THE PROBLEM »
Write each entry out once more, please, precisely as shown.

☆ ☆ ☆

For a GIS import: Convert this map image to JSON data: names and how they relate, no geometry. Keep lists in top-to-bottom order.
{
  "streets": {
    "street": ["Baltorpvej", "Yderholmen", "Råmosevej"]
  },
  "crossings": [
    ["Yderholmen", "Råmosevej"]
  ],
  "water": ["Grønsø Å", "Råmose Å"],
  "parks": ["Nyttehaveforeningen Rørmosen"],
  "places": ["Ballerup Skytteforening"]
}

☆ ☆ ☆

YOUR RESPONSE »
For a GIS import: Convert this map image to JSON data: names and how they relate, no geometry. Keep lists in top-to-bottom order.
{
  "streets": {
    "street": ["Baltorpvej", "Yderholmen", "Råmosevej"]
  },
  "crossings": [
    ["Yderholmen", "Råmosevej"]
  ],
  "water": ["Grønsø Å", "Råmose Å"],
  "parks": ["Nyttehaveforeningen Rørmosen"],
  "places": ["Ballerup Skytteforening"]
}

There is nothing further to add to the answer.